▶ What is needed: Locate each line in the records containing "Auguste". Copy it.
··· Data shown ···
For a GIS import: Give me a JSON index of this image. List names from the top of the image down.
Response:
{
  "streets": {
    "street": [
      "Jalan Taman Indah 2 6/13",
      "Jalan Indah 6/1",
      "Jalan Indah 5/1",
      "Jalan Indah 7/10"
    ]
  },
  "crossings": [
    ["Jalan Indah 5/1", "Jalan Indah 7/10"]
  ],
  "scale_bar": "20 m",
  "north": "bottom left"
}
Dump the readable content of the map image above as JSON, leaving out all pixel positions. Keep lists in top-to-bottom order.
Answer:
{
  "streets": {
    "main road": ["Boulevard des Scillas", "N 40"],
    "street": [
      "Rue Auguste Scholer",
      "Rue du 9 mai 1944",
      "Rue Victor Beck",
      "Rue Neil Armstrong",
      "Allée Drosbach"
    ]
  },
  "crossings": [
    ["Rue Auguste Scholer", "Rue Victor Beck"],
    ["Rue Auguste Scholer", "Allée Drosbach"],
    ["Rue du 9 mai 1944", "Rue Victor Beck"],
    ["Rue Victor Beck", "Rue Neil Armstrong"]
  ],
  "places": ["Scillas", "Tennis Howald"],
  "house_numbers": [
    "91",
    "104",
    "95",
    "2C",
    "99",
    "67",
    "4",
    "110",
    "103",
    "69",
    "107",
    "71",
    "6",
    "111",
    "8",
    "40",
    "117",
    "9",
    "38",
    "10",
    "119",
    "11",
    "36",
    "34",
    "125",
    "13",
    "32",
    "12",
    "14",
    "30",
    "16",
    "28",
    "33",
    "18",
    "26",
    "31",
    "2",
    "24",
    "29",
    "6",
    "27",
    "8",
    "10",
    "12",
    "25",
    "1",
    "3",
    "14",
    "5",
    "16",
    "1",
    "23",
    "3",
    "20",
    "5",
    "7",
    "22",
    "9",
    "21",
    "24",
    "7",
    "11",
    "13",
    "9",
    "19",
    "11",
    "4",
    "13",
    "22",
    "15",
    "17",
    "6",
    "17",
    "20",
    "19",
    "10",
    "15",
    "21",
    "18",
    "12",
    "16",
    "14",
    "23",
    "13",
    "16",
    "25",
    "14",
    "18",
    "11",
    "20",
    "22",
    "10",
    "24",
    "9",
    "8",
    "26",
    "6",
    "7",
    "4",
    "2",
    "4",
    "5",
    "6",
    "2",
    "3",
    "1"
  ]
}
···
▶ Task output:
      "Rue Auguste Scholer",
    ["Rue Auguste Scholer", "Rue Victor Beck"],
    ["Rue Auguste Scholer", "Allée Drosbach"],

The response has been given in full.